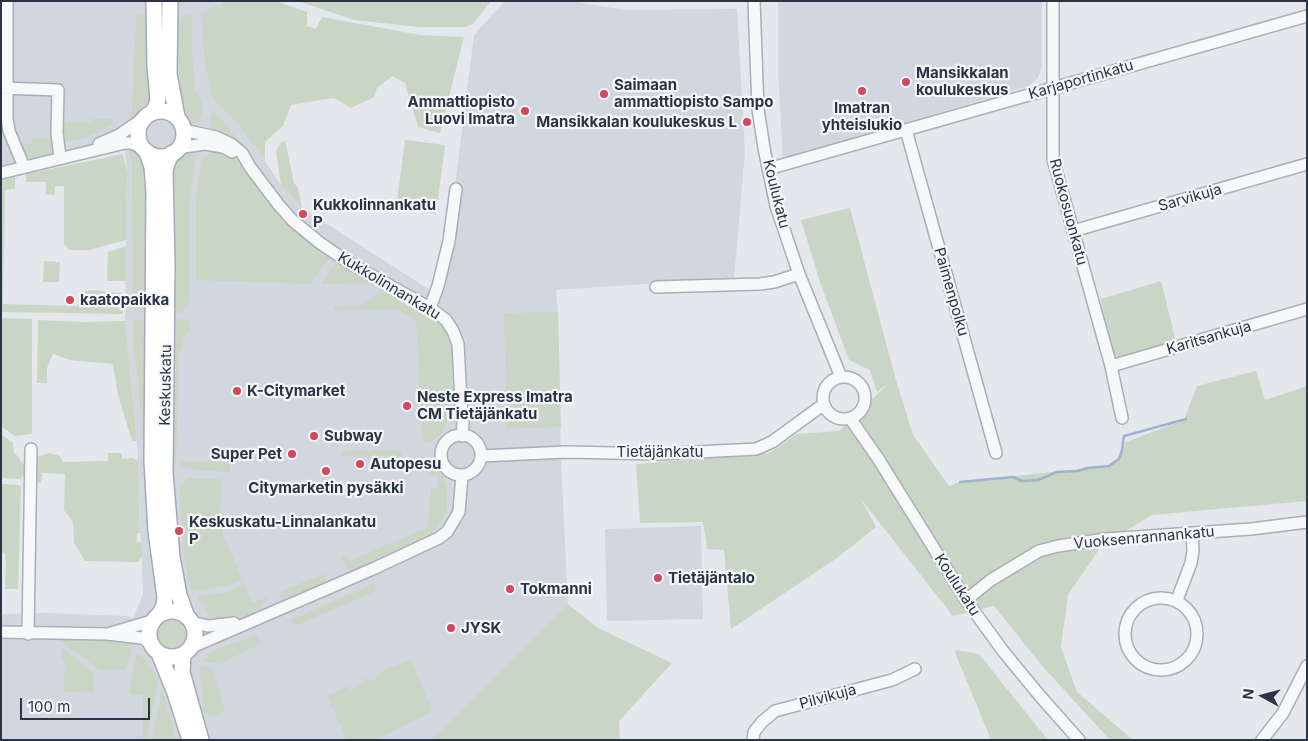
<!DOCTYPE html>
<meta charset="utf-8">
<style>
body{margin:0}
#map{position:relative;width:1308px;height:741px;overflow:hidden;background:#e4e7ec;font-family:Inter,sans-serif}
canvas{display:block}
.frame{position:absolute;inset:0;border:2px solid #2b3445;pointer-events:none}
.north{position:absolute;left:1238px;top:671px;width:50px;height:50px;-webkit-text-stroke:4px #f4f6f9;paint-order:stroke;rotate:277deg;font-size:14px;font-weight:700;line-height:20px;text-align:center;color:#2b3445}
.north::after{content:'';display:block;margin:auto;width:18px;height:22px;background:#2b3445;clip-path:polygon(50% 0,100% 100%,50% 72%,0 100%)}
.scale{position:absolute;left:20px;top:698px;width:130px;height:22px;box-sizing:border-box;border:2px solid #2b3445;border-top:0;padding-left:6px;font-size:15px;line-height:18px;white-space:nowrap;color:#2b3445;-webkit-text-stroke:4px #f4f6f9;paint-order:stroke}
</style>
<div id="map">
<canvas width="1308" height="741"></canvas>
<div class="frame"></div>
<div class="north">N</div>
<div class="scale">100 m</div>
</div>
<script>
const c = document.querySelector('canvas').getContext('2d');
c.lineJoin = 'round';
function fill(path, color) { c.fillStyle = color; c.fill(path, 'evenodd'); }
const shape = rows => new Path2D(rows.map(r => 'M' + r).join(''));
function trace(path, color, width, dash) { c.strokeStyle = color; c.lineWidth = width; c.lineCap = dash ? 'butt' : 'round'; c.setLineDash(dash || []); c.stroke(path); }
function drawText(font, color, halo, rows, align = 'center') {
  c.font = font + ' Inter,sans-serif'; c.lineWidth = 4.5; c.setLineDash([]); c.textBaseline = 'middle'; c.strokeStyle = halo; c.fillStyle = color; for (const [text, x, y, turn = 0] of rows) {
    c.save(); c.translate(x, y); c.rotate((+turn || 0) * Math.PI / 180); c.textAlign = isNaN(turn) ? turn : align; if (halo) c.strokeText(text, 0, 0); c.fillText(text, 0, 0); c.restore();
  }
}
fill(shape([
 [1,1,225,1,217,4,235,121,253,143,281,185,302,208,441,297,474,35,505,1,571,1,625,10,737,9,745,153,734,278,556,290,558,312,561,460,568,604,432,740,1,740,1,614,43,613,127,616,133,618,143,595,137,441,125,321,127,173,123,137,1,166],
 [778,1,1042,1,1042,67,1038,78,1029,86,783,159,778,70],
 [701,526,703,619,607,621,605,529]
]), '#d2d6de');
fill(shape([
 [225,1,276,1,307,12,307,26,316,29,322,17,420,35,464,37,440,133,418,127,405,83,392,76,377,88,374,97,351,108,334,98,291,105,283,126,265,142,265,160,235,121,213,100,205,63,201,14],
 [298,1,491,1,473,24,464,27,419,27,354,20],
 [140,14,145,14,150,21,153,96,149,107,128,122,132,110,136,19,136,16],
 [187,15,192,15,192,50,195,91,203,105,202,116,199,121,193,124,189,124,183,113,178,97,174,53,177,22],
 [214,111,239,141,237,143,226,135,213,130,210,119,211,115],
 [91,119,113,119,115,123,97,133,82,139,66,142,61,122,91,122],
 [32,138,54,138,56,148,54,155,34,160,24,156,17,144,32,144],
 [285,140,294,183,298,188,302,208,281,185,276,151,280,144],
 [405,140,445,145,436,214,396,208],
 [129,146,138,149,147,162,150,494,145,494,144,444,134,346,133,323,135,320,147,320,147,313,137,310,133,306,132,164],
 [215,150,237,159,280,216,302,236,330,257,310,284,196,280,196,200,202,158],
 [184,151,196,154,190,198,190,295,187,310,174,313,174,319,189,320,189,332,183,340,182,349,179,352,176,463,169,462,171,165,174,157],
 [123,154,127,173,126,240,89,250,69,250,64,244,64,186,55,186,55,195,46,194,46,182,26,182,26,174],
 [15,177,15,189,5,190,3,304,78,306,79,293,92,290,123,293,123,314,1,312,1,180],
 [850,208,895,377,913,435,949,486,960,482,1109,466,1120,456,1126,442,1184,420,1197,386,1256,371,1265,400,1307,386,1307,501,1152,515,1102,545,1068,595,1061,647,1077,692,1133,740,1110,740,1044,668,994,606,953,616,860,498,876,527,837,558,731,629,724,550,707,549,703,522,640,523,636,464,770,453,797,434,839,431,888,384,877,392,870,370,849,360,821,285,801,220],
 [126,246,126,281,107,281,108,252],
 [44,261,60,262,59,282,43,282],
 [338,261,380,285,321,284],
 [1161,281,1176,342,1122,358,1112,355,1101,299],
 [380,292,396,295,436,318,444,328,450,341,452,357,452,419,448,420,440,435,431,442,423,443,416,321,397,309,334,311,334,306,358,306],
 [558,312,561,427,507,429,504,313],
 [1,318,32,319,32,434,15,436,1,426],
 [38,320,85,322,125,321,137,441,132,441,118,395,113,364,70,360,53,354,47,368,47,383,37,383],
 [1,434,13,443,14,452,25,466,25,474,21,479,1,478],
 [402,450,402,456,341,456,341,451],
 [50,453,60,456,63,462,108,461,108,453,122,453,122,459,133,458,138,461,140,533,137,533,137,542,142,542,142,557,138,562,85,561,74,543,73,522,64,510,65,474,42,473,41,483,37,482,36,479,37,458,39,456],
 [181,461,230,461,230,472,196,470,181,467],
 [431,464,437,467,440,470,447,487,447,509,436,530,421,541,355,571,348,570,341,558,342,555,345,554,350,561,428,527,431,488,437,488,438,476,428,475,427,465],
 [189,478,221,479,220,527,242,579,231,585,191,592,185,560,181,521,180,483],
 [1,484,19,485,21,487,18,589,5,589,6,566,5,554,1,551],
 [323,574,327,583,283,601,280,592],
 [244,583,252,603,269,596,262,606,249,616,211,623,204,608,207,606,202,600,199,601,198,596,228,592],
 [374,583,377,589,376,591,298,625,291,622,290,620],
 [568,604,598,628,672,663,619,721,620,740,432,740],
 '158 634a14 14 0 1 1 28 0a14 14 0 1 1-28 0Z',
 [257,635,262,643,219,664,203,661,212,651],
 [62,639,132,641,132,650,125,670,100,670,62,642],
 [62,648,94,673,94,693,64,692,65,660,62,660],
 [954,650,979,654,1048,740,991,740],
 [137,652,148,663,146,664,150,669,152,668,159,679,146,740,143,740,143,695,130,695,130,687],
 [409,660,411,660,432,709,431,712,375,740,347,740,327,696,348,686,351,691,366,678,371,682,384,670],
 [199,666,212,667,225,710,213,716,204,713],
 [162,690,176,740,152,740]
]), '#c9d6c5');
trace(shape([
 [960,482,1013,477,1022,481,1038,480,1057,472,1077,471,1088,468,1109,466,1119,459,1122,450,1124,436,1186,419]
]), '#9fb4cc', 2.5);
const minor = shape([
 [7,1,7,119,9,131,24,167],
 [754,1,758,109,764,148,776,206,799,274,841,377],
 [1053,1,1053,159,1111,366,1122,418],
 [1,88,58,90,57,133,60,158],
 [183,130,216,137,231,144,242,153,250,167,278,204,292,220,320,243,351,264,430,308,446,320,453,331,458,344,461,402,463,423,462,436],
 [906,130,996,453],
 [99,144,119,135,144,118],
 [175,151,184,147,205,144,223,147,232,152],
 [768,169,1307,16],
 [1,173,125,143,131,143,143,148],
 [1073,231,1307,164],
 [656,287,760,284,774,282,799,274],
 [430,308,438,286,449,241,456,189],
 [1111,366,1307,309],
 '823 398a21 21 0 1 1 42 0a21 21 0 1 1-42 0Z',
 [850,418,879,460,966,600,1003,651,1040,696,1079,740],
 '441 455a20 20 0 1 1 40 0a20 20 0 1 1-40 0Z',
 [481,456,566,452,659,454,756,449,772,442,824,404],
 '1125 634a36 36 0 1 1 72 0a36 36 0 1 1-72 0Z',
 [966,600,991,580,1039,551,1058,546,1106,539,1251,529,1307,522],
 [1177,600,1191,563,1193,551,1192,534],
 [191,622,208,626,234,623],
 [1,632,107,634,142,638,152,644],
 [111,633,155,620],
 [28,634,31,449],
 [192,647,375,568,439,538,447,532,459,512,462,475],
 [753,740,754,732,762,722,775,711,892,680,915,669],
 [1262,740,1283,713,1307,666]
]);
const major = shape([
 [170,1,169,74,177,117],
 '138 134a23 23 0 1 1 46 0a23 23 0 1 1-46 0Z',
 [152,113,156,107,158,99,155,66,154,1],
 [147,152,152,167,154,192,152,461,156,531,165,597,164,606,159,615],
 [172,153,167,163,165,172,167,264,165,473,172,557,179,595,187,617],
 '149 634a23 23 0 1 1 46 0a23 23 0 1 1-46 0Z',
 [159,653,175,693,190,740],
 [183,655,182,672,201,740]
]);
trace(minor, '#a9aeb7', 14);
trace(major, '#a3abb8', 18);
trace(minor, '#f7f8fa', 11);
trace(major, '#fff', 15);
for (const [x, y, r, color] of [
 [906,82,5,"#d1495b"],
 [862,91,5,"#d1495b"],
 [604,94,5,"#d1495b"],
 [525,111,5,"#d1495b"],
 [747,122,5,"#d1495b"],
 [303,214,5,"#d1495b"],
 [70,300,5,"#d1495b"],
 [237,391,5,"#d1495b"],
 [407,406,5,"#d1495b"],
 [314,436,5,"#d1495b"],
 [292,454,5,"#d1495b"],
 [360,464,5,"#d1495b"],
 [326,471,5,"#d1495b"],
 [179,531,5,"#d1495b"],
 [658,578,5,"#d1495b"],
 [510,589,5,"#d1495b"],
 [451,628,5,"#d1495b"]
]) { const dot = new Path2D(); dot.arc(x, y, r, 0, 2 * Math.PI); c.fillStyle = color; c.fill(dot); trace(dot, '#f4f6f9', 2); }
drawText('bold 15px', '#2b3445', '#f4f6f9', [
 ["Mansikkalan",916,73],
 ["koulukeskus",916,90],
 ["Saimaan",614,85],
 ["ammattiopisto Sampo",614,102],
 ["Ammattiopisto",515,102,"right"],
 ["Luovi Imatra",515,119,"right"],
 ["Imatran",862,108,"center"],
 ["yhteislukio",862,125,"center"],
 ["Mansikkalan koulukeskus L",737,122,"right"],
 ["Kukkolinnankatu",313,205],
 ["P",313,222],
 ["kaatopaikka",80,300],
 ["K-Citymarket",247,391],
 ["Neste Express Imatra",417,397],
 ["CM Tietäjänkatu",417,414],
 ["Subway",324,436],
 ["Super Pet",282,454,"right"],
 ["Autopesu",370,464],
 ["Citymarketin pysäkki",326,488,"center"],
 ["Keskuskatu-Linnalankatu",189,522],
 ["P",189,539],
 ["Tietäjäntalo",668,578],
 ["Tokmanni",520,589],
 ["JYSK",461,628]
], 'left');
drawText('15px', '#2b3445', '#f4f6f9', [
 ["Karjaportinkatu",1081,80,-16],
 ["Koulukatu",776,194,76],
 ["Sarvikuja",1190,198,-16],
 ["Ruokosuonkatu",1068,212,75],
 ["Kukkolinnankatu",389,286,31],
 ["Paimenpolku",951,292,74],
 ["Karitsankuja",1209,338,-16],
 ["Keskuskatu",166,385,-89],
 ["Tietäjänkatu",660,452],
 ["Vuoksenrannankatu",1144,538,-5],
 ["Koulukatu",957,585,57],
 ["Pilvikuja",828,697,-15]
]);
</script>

→ EXERCISE AIM: All lines with the word "strokeStyle" must be located in the data and copied.

→ WRITTEN RESPONSE:
function trace(path, color, width, dash) { c.strokeStyle = color; c.lineWidth = width; c.lineCap = dash ? 'butt' : 'round'; c.setLineDash(dash || []); c.stroke(path); }
  c.font = font + ' Inter,sans-serif'; c.lineWidth = 4.5; c.setLineDash([]); c.textBaseline = 'middle'; c.strokeStyle = halo; c.fillStyle = color; for (const [text, x, y, turn = 0] of rows) {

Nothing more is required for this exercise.